Behind them, Matt Cullen, Devin Setoguchi, Cal Cluterbuck, Finnish rookie Mikael Granlund, Torrey Mitchell, and Kyle Brodziak will likely make up the middle two lines. Hopefully, they can provide enough secondary scoring to prevent the Wild from becoming a one-line team.
On defense … The Wild's top defensive pairing, which used to be Marco Scandella and Jared Spurgeon, gets beefed up with the addition of Ryan Suter. Spurgeon has to be giddy, although one wonders how Suter will adjust to a partner that isn't 6'4", 235 and doesn't occasionally put a puck through the net. I'm sure he'll manage.
Behind that pairing, Tom Gilbert will anchor a second duo, and Wild fans should be excited about this. A year after effectively having no one on the back end that could start a breakout, the Wild have Suter on pairing one and Gilbert on pairing two. This will help them at both ends of the ice.
Scandella, Justin Falk and Clayton Stoner make up the rest of the top six, so expect that Spurgeon-Suter pairing to see a lot of ice.
In goal … Josh Harding and Niklas Backstrom, one of the league's best tandems, will continue to share the crease after the Wild managed to get Harding locked up at an affordable $1.9 million. Backstrom is the de facto number one, but the $6 million netminder is playing in a contract year, and if he and Harding wind up sharing the load a little more, it could drive his next asking price down. With Matt Hackett on the way up, a middling season from Backstrom could even render him expendable. It should be an interesting situation to watch.
Well, the Wild actually have a song. Here's the definitive performance of it. And whatever you do, don't listen to this version.

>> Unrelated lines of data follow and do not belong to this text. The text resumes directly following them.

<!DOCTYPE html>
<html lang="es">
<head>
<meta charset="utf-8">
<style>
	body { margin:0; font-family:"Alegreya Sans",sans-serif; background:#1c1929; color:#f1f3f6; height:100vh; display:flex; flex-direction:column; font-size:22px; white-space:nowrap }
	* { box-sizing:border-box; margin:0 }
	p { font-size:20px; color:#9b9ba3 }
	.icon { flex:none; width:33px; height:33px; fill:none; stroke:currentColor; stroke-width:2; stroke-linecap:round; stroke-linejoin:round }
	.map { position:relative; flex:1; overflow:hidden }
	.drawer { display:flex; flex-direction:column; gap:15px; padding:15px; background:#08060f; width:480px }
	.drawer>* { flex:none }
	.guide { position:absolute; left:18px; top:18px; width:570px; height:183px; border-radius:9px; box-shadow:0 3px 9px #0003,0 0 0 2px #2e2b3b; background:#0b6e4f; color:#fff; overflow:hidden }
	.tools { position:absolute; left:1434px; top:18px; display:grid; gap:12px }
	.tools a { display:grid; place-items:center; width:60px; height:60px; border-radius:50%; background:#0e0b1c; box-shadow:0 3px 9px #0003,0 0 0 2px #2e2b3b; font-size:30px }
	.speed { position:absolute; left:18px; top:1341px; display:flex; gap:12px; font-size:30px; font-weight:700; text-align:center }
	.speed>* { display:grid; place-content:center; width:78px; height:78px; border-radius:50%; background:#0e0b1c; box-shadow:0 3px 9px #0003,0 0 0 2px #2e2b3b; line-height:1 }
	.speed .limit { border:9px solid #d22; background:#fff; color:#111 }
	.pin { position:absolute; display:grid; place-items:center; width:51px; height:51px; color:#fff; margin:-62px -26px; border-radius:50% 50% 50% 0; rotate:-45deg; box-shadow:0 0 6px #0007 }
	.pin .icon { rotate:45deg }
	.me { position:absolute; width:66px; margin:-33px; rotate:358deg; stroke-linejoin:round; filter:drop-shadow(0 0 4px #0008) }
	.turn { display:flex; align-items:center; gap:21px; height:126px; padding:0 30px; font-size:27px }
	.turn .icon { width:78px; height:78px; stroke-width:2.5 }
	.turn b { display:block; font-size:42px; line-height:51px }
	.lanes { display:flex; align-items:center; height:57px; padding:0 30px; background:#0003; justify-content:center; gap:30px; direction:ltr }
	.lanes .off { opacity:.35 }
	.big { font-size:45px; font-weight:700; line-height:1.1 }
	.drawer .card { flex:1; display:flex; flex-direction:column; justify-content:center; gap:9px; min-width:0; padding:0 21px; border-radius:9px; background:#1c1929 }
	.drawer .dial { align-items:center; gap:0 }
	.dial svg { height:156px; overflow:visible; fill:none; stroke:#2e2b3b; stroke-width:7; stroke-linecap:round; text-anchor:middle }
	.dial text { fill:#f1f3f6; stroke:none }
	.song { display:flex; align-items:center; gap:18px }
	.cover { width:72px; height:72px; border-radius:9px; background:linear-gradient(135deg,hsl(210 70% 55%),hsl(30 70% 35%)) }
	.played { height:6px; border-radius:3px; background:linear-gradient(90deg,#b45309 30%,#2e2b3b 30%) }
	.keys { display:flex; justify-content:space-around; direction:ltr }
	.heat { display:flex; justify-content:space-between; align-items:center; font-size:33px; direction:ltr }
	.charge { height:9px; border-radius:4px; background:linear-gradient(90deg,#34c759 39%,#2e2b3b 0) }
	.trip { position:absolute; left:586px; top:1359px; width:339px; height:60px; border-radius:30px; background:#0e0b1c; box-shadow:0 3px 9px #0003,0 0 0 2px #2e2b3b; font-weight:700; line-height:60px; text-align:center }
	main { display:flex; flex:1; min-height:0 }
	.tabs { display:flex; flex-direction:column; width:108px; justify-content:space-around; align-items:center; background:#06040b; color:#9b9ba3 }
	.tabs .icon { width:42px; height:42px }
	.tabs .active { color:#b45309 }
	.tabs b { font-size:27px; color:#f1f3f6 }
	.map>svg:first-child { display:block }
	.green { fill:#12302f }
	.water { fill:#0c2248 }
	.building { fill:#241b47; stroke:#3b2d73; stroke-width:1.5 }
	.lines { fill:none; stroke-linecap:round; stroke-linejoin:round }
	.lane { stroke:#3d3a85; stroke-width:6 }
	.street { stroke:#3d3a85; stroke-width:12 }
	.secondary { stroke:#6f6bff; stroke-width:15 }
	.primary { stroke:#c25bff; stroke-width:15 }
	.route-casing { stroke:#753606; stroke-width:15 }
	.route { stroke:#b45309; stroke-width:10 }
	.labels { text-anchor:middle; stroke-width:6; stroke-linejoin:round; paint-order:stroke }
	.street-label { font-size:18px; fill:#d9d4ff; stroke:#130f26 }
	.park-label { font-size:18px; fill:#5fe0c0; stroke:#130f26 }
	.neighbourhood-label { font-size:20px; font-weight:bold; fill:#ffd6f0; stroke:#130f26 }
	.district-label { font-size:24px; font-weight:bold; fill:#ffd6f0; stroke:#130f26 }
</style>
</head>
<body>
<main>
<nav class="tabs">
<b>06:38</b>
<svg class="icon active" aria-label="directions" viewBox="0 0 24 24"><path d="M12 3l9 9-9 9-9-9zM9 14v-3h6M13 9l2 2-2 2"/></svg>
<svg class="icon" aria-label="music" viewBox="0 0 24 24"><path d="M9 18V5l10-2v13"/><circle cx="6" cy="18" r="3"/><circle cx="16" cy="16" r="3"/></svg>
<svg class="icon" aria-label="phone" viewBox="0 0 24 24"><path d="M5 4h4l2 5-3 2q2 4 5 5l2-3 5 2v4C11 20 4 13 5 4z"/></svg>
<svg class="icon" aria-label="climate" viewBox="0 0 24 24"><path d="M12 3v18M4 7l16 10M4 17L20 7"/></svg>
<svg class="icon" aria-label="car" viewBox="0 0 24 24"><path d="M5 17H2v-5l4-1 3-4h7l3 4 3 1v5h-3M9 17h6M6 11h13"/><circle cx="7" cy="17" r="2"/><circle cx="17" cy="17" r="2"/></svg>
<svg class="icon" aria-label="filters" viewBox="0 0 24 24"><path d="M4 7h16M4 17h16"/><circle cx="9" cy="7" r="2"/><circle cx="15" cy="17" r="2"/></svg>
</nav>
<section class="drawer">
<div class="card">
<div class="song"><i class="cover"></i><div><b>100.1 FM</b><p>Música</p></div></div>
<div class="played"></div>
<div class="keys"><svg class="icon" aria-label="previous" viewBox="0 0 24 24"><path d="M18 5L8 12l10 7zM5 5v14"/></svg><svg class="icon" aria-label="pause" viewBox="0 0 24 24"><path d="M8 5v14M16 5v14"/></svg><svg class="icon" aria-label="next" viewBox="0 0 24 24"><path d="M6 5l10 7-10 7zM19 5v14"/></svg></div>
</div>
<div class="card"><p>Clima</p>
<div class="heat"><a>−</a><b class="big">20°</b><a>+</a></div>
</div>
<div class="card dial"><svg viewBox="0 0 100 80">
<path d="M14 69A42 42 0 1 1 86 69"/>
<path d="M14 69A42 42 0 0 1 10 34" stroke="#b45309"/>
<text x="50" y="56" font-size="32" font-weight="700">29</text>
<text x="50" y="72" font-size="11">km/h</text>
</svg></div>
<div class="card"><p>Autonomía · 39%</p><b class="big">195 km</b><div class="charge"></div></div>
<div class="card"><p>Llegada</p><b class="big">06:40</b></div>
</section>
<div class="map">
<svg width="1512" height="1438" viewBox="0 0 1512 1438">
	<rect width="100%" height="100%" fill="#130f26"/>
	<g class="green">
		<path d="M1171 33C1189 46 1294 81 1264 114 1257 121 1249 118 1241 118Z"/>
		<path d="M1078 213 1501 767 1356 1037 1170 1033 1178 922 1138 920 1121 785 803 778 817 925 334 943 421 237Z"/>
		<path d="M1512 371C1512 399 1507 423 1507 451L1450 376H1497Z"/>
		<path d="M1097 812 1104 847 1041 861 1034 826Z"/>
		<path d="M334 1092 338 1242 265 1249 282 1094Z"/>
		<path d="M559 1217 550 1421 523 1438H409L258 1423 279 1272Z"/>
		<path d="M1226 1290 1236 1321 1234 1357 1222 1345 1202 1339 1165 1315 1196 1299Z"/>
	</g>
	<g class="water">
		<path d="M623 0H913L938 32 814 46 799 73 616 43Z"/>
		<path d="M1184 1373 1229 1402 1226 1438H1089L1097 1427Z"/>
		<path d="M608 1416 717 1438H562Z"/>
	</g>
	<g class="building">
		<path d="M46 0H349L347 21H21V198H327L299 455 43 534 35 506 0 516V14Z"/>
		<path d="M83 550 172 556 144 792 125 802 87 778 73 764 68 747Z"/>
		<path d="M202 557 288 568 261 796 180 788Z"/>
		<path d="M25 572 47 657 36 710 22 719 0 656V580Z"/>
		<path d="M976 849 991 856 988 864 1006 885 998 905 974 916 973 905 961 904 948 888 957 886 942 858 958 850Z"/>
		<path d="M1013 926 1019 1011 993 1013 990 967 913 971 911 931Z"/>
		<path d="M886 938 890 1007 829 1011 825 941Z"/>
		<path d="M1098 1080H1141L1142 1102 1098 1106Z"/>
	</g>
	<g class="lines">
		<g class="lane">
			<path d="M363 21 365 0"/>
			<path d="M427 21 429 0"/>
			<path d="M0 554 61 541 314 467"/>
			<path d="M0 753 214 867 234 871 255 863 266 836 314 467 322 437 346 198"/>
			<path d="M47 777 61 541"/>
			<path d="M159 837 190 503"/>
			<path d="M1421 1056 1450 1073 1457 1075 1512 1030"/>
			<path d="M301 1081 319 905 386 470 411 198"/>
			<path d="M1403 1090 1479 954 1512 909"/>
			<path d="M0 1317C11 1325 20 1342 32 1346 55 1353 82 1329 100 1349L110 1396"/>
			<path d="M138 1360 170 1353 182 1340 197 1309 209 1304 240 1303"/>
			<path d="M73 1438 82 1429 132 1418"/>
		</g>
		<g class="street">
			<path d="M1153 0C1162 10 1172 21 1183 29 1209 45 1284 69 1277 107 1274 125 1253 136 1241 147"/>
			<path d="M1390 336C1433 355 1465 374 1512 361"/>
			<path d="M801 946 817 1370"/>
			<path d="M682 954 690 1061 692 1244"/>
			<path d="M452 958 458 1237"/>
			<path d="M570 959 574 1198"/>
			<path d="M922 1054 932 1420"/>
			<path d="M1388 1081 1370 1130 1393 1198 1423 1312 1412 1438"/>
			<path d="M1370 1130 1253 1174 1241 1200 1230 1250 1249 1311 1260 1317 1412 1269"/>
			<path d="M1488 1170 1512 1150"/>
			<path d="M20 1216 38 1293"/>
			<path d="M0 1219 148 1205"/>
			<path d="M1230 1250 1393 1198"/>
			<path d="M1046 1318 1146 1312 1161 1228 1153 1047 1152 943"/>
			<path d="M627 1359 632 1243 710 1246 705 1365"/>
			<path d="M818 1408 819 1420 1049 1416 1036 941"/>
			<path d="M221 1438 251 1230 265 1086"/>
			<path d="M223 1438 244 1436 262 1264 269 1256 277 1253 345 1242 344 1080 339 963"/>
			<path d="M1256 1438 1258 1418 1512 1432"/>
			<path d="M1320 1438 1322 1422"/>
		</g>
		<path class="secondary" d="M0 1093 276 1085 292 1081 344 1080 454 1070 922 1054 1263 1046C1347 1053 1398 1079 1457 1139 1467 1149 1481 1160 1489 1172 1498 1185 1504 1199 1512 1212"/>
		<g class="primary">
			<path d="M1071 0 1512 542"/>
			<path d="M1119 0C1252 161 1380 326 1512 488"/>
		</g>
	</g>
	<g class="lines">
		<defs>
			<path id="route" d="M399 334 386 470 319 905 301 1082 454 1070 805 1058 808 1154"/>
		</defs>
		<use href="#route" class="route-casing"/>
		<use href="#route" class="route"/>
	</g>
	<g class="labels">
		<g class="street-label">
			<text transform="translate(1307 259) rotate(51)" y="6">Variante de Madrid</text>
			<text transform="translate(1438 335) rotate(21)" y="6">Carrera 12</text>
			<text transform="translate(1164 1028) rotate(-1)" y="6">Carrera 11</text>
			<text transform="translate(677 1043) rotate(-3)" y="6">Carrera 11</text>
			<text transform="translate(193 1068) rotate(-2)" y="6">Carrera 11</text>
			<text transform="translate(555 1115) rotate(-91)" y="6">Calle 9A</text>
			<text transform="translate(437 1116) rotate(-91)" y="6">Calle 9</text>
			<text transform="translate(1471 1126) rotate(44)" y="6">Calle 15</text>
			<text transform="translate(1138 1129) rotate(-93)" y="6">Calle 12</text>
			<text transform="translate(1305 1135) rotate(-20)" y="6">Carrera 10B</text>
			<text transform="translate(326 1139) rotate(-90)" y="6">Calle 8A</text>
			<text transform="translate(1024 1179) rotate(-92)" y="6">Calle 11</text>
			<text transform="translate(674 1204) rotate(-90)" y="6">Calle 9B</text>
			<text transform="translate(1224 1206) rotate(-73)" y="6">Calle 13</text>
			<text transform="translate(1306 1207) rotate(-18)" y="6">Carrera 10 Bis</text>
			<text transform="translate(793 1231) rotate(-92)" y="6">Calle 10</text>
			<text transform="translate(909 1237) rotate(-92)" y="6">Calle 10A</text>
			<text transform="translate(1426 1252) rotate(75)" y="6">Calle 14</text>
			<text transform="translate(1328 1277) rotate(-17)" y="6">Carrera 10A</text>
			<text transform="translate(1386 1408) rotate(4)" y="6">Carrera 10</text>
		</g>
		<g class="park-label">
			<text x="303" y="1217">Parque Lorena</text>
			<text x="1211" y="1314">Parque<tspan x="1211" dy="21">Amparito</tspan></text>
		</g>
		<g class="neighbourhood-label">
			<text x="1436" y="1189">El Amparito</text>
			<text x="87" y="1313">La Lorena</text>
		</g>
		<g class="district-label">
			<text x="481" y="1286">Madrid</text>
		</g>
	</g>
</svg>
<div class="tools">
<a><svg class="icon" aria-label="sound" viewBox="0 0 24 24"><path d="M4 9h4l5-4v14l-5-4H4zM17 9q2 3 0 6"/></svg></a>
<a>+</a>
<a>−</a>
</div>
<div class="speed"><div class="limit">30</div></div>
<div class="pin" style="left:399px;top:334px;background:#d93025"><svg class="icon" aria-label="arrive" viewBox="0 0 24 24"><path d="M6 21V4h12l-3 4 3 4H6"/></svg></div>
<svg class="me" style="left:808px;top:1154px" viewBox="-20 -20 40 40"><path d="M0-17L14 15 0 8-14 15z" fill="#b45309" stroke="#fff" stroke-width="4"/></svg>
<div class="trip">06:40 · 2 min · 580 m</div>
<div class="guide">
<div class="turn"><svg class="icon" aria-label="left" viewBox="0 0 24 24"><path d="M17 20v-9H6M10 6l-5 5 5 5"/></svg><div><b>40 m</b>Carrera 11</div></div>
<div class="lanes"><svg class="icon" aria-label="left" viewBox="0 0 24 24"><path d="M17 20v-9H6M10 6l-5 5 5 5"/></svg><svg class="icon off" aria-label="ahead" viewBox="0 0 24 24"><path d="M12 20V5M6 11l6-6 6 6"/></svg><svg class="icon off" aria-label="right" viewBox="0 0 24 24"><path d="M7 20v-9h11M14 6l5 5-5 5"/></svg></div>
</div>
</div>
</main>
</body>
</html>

Chuck Fletcher enters year four as the Wild's General Manager, and after landing the top two free agents in the summer, it's tough to question him.
This is what Minnesota Wild owner Craig Leipold had to say on April 11, 2012.
"We're not making money, and that's one reason we need to fix our system. We need to fix how much we're spending right now. Our revenues are fine. We're down a little bit in attendance, but we're up in sponsorships, we're up in TV revenue. And so the revenue that we're generating is not the issue as much as our expenses. And our biggest expense by far is player salaries."
And yet, three months after crying poor, Leipold spent nearly $200 million on just two players. He said he's not making money. So where did that money come from?
Consider the following: the weekend after Parise and Suter were signed, 3 Minnesota banks were robbed in a two-day span. Is there a connection?
Does this man, captured on security footage, work for Craig Leipold? There's just no way of knowing.
Parise and Suter. What's the real cost?
Paid for by concerned and sort paranoid citizens.
But they're still not a playoff team, not yet. That should come next year, when a few more of their other high-end prospects like Charlie Coyle, Jonas Brodin, and Matt Dumba join the team and fill out the thin depth chart below the stars. The Wild's future is bright, but another year on the outside of the playoff bubble is in the offing.